Caller location information must also be provided where technically feasible.
Effective immediately, the ruling for Voice over Internet Protocol (VoIP) providers affects businesses such as BT, Vonage and Skype that offer services that connect VoIP calls to the public telephone network.
Operators must now provide the ability to make calls to 999, the emergency number used in the UK, and 112, the number most used in other EU countries.
Ofcom had previously told operators to place stickers on equipment or on-screen labels indicating whether or not emergency calls were possible over a service.
The rule, known as General Condition 4 of the General Conditions of Entitlement, also provides that the network operator must provide Caller Location Information for calls to the emergency call numbers "to the extent that is technically feasible".
Ofcom said that ‘technically feasible’ should be taken to mean that location information must be provided where the VoIP service is being used at a predominantly fixed location.
In May, a child died in Calgary, Canada after an ambulance was dispatched to the wrong address in response to an emergency call placed by his parents using a VoIP phone. The ambulance had been dispatched to an address in Ontario, 2,500 miles away.
The requirements already apply to fixed line and mobile communications providers but the VoIP industry had resisted their extension.

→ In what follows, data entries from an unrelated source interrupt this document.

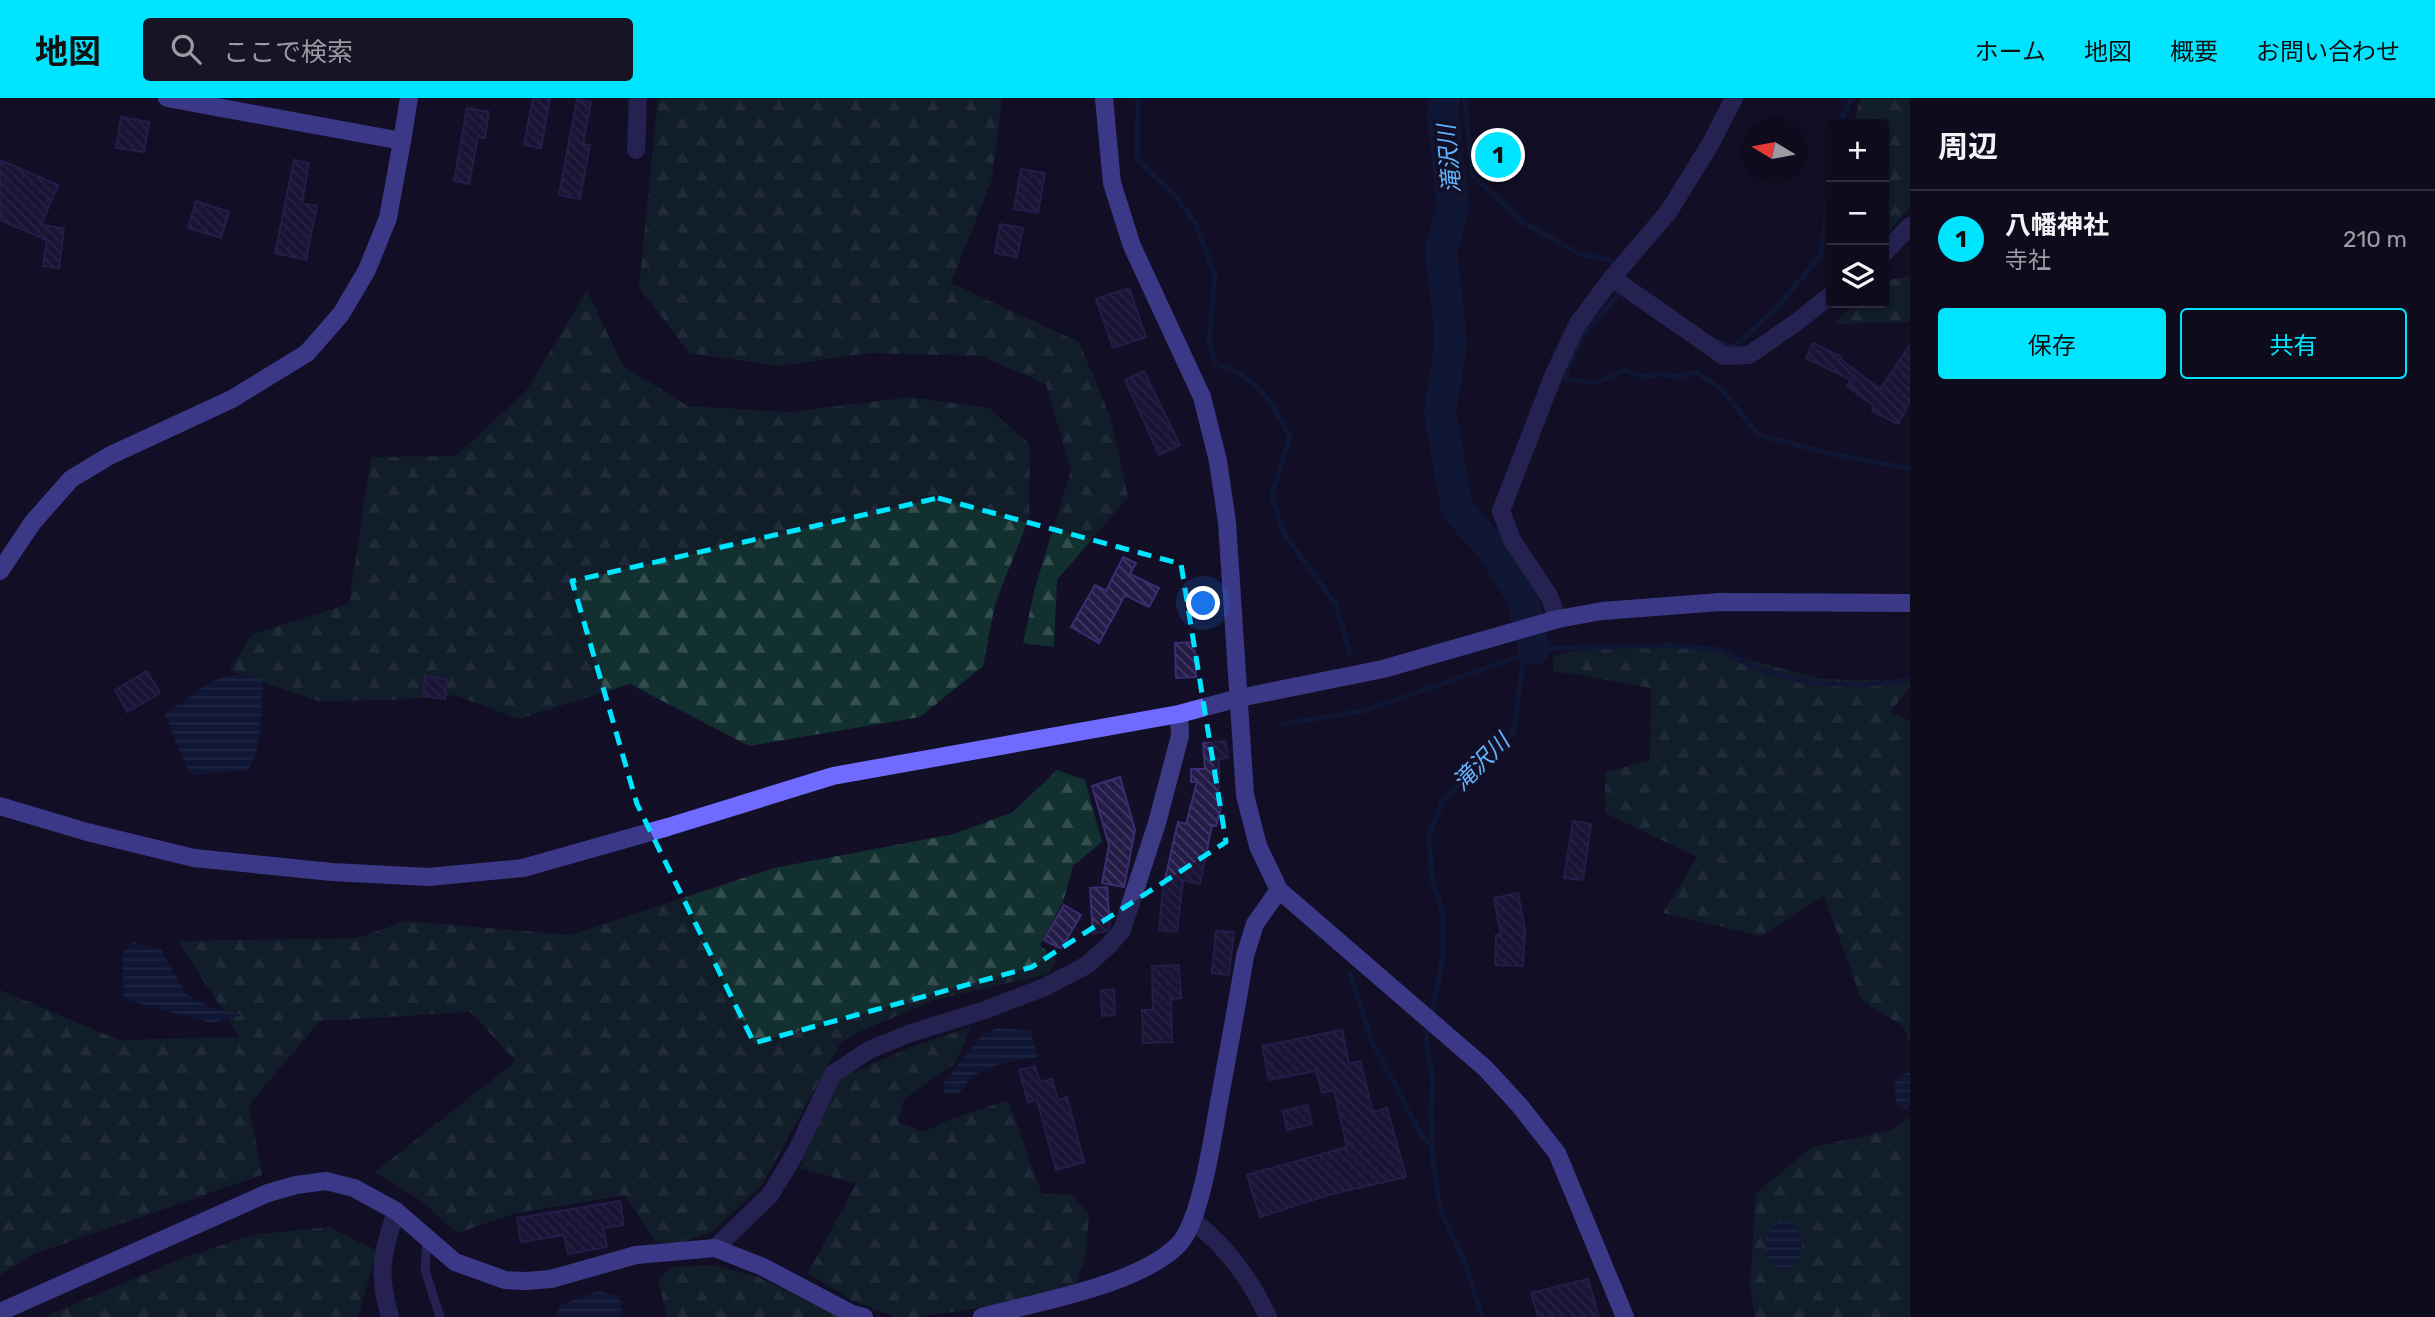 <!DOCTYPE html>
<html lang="ja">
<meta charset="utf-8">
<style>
:root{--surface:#0e0b1c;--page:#171425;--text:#f1f3f6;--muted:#9b9ba3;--line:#2e2b3b;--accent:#00e5ff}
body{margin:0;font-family:Rubik,"Noto Sans JP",sans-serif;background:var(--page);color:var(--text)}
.controls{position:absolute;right:21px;top:21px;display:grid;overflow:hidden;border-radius:7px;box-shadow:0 2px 5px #0004}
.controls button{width:63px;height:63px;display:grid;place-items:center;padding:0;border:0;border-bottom:2px solid var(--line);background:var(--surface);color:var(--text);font:35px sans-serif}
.compass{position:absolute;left:1742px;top:21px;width:63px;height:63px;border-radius:50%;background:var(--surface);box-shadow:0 2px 5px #0004;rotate:280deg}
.you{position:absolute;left:1204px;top:506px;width:24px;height:24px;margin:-18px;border:5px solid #fff;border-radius:50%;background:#1a73e8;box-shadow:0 0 0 10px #1a73e833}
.badge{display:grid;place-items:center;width:46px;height:46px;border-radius:50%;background:var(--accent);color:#111;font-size:23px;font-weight:700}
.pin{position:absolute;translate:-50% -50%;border:4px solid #fff;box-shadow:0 2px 7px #0006}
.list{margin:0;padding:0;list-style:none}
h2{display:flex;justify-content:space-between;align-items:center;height:91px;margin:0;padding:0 28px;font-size:30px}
h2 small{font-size:23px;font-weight:400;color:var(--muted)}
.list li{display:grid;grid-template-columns:46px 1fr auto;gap:21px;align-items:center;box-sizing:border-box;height:98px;padding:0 28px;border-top:2px solid var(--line)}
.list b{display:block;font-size:26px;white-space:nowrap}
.list p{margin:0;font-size:23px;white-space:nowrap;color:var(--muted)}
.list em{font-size:23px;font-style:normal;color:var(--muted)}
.actions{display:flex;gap:14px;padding:21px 28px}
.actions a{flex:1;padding:16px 0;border:2px solid var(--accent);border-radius:7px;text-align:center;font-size:24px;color:var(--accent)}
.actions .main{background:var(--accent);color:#111}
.icon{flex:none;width:38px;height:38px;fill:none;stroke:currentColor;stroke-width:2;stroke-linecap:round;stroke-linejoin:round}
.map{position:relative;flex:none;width:1910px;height:1219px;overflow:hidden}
header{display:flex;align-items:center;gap:42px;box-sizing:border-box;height:98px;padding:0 35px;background:var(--accent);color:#111}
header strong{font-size:33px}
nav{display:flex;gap:38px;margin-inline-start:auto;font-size:24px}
.search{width:490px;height:63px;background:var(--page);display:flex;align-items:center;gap:18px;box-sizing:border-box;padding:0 24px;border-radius:7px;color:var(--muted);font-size:26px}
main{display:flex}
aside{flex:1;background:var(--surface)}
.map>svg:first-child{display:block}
.forest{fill:url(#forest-firs)}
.water{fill:url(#water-rules)}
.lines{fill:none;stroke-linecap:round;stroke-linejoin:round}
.stream{stroke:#0c2248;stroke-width:5}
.river{stroke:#0c2248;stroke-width:32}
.building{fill:url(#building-back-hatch);stroke:#3b2d73;stroke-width:2}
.lane{stroke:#3d3a85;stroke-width:9}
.street{stroke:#3d3a85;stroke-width:18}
.secondary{stroke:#6f6bff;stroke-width:18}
.marked{fill:none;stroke:#00e5ff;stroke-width:5;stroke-dasharray:14 9;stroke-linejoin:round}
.labels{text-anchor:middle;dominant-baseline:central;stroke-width:7;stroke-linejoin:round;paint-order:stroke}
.water-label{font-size:23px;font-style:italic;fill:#62b6ff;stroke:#130f26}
</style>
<header>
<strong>地図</strong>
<div class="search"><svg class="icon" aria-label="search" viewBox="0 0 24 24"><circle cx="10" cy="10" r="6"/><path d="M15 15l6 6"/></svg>ここで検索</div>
<nav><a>ホーム</a><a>地図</a><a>概要</a><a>お問い合わせ</a></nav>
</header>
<main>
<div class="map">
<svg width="1910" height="1219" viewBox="0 0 1910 1219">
<defs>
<pattern id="forest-firs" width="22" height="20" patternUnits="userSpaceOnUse" patternTransform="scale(1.75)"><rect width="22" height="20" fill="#12302f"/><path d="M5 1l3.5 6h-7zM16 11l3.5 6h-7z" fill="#344d4e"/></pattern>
<pattern id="water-rules" width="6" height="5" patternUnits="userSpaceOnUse" patternTransform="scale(1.75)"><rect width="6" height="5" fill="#0c2248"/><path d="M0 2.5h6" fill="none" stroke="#2f4163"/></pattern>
<pattern id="building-back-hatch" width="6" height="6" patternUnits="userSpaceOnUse" patternTransform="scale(1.75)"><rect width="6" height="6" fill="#241b47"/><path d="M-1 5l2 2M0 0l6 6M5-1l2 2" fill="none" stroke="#433b63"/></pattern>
</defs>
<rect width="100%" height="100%" fill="#130f26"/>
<g class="forest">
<path d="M658,0H1002L992,81L951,185L1079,244L1111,321L1128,399L1057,482L1054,549L1023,545L1035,490L1071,372L1046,286L981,258L869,255L779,268L689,255L639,189Z"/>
<path d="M1860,0H1910V110L1884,138V26H1854Z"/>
<path d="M1910,178V224L1835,226L1855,205H1884V183Z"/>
<path d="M587,192L623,268L688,308L790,314L910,299L989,310L1030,347L1029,420L995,506L983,568L920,619L749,648L630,586L519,621L455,597L396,602L318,603L229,572L252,536L349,506L371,359L456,358L527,292Z"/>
<path d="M1599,547L1708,551L1821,581L1910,583V589L1890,614L1910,623V946L1903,928L1862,903L1824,798L1761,838L1663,815L1697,759L1605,715V674L1650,662L1651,590L1568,575L1553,574L1554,558Z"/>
<path d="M1057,672L1085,682L1102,744L1073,768L1063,804L1040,847L1056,863L1048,876L934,902L859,934L841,944L762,1087L713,1133L678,1146L655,1144L625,1097L517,1115L457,1135L423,1104L375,1074L516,963L470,914L320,923L249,1007L262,1077L34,1156L0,1177V892L119,942L240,939L178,843L357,840L406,823L571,837L774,770L954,736L1013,714Z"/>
<path d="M971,929L956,965L904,1001L898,1024L924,1034L953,1020L1008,1002L1042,1096H1071L1089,1116L1086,1154L1075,1189L986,1209L918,1219H895L851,1202L808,1175L856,1086L800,1070L828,1001L844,978L916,947Z"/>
<path d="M1910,1019V1219H1755L1750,1188L1756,1095L1812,1049L1893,1032Z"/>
<path d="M329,1129L377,1153L358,1219H44L180,1161L252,1137Z"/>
<path d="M714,1167L758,1179L842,1219H667L658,1182L670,1169Z"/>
</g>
<g class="water">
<path d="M236,576L263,581C261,607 263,650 248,672L191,677L180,654L165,616L212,583Z"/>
<path d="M133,844L161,852L186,896L209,909L243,917L211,925L124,901L122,856Z"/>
<path d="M998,930L1031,933L1037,959L1003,965L973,977L959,995L945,996L943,986L982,937Z"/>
<path d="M1910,974V1006L1906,1011L1897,1007L1894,986L1898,979Z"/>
<path d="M1781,1123L1795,1125C1804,1146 1806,1152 1792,1171L1778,1170L1766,1160C1765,1142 1765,1134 1781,1123Z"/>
<path d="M597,1193L619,1198L623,1219H555L561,1207Z"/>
</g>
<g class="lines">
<g class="stream">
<path d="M1138,0L1137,61L1177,100L1196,126L1215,178L1209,245L1216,266C1260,281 1268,299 1290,338L1272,397L1283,434L1336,507L1350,555"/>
<path d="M1465,0L1472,76L1521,123L1579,156L1609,162L1615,170"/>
<path d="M1839,26L1852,0"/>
<path d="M1620,191L1618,197L1584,235L1564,281L1594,285L1626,272L1643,279L1661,276L1681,279L1696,274L1720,290L1759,337L1828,355L1910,371"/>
<path d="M1719,244L1734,249L1779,207L1821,157L1831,75"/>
<path d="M1283,626L1363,613L1524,557"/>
<path d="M1350,875L1371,941L1422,1039L1432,1048"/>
<path d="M1432,917L1443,857V815L1432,781L1429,737L1443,702L1513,636L1524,557L1534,551L1672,547L1721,552L1755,570L1809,585L1863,587L1910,582"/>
<path d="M1430,926L1426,942L1433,981L1431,1014L1433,1064L1440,1110L1466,1168L1482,1219"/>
</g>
<path class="river" d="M1444,0L1443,21L1453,109L1441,152L1451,245L1440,313L1457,411L1492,450L1522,499L1534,551"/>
</g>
<g class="building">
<path d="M533,0H550L541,50L524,47Z"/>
<path d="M577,1L591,4L583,46L590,47L580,101L559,97Z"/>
<path d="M467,10L489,14L485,40L478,39L469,86L454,83Z"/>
<path d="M121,19L149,24L144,54L116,50Z"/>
<path d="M0,62L58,87L41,127L64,130L59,170L43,168L47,142L0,122Z"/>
<path d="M294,62L309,65L302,105L317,108L306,162L275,155Z"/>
<path d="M1021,71L1045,75L1038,115L1014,111Z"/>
<path d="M196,103L229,114L221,140L188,130Z"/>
<path d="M1000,126L1023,130L1017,159L995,155Z"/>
<path d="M1129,190L1146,239L1113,250L1096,201Z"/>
<path d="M1813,245L1842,259L1840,261L1880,291L1910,247V303L1898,326L1872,313L1874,308L1847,288L1851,282L1806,260Z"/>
<path d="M1144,273L1180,347L1159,357L1125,282Z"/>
<path d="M1123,459L1136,465L1130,476L1159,490L1149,509L1125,497L1099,545L1071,529L1095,487L1106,493Z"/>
<path d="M1195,544L1196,579L1176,580L1175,545Z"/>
<path d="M147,573L160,595L127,614L115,592Z"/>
<path d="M425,578L447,581L445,601L423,598Z"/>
<path d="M1226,643L1228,660L1219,661V699L1224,701L1216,728L1212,727L1200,786L1183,782L1177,834L1159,832L1163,790L1178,724L1186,726L1197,684H1191V671H1205L1203,645Z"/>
<path d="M1120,679L1135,732L1124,789L1102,785L1109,747L1092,688Z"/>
<path d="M1573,723L1591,726L1583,782L1564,780Z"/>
<path d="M1107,789L1110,828L1106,833L1093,836L1090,790Z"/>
<path d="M1518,795L1525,832L1523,868L1495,867L1496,837H1501L1494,800Z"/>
<path d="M1064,807L1081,817L1061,851L1044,842Z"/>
<path d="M1216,833L1234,834L1229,877L1212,875Z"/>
<path d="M1179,867L1181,900L1171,901L1172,944L1143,945L1142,912H1153L1152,868Z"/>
<path d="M1114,891L1115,917L1102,918L1101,892Z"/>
<path d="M1342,932L1349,966L1360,963L1373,1014L1387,1010L1406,1079L1332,1096L1260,1119L1247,1077L1347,1049L1334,992L1322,995L1316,973L1269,982L1262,948Z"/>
<path d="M1035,968L1040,984L1052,981L1058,1002L1067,999L1084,1064L1056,1072L1037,1002L1028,1004L1019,972Z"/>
<path d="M1308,1007L1312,1026L1287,1032L1283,1013Z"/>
<path d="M620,1103L624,1127L603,1130L607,1149L568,1156L564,1137L521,1144L517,1120Z"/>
<path d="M1588,1181L1599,1219H1538L1531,1195Z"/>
</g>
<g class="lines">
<path class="lane" d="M427,1141L425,1172L440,1219"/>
<g class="street">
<path d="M636,52L638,0"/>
<path d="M1884,155L1910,128"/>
<path d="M1612,180L1669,113L1711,45L1734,0"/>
<path d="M1558,521L1549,498L1512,442L1501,413L1554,276L1577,227L1612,180L1724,258L1749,257L1794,226L1831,197"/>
<path d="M1192,1122C1225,1147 1251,1182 1268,1219"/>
<path d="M715,1150L770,1097L796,1054L833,976L869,952L908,936L985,912L1045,889L1087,867L1109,847L1122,832L1157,725L1180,638L1179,616"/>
<path d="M390,1219C377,1173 382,1158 396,1113"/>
</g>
<g class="secondary">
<path d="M167,0L402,43L409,0"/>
<path d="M1104,0L1112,85L1132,148L1202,299L1218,363L1227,424L1245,697L1258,748L1279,792L1485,970L1520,1008L1557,1055L1625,1219"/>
<path d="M0,473L33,424L71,381L109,358L232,301L307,255L341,216L367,172L388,120L402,43"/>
<path d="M0,708L87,734L194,760L332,774L428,779L523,770L668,729L833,678L1179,616L1239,600L1383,571L1558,521L1602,513L1720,504L1910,505"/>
<path d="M0,1214L268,1095L296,1087L326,1083L354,1090L396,1113L455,1164L505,1182L526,1183L551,1181L636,1157L715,1150L763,1169L852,1216L864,1219"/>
<path d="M982,1219C1037,1204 1140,1187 1179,1146C1201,1123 1213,1037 1219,1004C1228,955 1237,907 1245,858L1255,826L1279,792"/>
</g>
</g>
<path d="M0 0H1910V1219H0ZM938,400L1181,466L1226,744L1032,869L754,945L637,706L572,483Z" fill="#130f26" fill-opacity=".55" fill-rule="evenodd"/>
<path class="marked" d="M938,400L1181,466L1226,744L1032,869L754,945L637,706L572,483Z"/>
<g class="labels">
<g class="water-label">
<text transform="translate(1449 61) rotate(-95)">滝沢川</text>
<text transform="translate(1481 664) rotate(-45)">滝沢川</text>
</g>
</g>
</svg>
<div class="controls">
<button>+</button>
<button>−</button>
<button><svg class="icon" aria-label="layers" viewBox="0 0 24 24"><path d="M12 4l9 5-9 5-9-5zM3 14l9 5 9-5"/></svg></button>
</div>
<svg class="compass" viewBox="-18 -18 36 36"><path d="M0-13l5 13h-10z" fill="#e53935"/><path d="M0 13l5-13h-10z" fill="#9b9ba3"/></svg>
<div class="you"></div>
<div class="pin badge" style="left:1498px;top:57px">1</div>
</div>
<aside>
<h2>周辺<small></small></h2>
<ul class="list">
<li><span class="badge">1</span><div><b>八幡神社</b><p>寺社</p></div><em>210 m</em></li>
</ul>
<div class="actions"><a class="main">保存</a><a>共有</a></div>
</aside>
</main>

In December last year, the Voice on the Net (VON) Coalition Europe was set up as a lobby group to influence the regulation of internet telephony.
The group, which includes Google, Microsoft and Skype among its founding members, warned against the “premature application” of emergency call rules to VoIP services that are not a replacement for traditional home or business phone services".
The VON Coalition said the move "could actually harm public safety, stifle innovations critical to people with disabilities, stall competition, and limit access to innovative and evolving communication options where there is no expectation of placing a 112 call".